__Exercise prompt__
Copy out the listing beneath, missing nothing.

▽

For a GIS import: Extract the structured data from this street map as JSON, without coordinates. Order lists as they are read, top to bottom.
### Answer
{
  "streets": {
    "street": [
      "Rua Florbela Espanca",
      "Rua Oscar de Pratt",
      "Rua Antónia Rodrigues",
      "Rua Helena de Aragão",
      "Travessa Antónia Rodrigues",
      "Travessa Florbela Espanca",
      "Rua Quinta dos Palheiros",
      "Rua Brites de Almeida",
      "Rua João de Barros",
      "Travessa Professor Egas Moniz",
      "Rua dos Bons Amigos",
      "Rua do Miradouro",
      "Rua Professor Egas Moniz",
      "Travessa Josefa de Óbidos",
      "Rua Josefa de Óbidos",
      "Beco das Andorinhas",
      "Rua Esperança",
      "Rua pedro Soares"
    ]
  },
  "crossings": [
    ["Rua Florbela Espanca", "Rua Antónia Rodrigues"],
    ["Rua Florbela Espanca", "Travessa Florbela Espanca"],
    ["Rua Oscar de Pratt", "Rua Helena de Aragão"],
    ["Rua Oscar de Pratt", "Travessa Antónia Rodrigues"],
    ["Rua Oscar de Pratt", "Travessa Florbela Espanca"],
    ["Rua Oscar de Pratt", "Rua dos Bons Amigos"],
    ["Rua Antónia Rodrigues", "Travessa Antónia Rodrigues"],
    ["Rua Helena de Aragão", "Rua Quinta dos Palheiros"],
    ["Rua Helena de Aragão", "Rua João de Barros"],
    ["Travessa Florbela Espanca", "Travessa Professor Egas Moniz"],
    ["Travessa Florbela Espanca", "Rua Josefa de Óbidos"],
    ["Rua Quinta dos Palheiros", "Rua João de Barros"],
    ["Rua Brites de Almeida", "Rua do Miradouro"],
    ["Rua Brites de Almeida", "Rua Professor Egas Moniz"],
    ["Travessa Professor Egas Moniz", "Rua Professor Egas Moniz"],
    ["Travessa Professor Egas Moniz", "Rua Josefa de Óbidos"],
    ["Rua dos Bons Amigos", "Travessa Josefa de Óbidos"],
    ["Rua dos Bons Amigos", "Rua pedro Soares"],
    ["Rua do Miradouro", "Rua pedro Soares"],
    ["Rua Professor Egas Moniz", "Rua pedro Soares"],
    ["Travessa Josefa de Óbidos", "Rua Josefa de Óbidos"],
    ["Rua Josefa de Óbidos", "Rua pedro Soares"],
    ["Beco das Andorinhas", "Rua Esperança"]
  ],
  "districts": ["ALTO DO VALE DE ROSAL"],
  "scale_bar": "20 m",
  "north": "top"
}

△

__Answer space__
For a GIS import: Extract the structured data from this street map as JSON, without coordinates. Order lists as they are read, top to bottom.
### Answer
{
  "streets": {
    "street": [
      "Rua Florbela Espanca",
      "Rua Oscar de Pratt",
      "Rua Antónia Rodrigues",
      "Rua Helena de Aragão",
      "Travessa Antónia Rodrigues",
      "Travessa Florbela Espanca",
      "Rua Quinta dos Palheiros",
      "Rua Brites de Almeida",
      "Rua João de Barros",
      "Travessa Professor Egas Moniz",
      "Rua dos Bons Amigos",
      "Rua do Miradouro",
      "Rua Professor Egas Moniz",
      "Travessa Josefa de Óbidos",
      "Rua Josefa de Óbidos",
      "Beco das Andorinhas",
      "Rua Esperança",
      "Rua pedro Soares"
    ]
  },
  "crossings": [
    ["Rua Florbela Espanca", "Rua Antónia Rodrigues"],
    ["Rua Florbela Espanca", "Travessa Florbela Espanca"],
    ["Rua Oscar de Pratt", "Rua Helena de Aragão"],
    ["Rua Oscar de Pratt", "Travessa Antónia Rodrigues"],
    ["Rua Oscar de Pratt", "Travessa Florbela Espanca"],
    ["Rua Oscar de Pratt", "Rua dos Bons Amigos"],
    ["Rua Antónia Rodrigues", "Travessa Antónia Rodrigues"],
    ["Rua Helena de Aragão", "Rua Quinta dos Palheiros"],
    ["Rua Helena de Aragão", "Rua João de Barros"],
    ["Travessa Florbela Espanca", "Travessa Professor Egas Moniz"],
    ["Travessa Florbela Espanca", "Rua Josefa de Óbidos"],
    ["Rua Quinta dos Palheiros", "Rua João de Barros"],
    ["Rua Brites de Almeida", "Rua do Miradouro"],
    ["Rua Brites de Almeida", "Rua Professor Egas Moniz"],
    ["Travessa Professor Egas Moniz", "Rua Professor Egas Moniz"],
    ["Travessa Professor Egas Moniz", "Rua Josefa de Óbidos"],
    ["Rua dos Bons Amigos", "Travessa Josefa de Óbidos"],
    ["Rua dos Bons Amigos", "Rua pedro Soares"],
    ["Rua do Miradouro", "Rua pedro Soares"],
    ["Rua Professor Egas Moniz", "Rua pedro Soares"],
    ["Travessa Josefa de Óbidos", "Rua Josefa de Óbidos"],
    ["Rua Josefa de Óbidos", "Rua pedro Soares"],
    ["Beco das Andorinhas", "Rua Esperança"]
  ],
  "districts": ["ALTO DO VALE DE ROSAL"],
  "scale_bar": "20 m",
  "north": "top"
}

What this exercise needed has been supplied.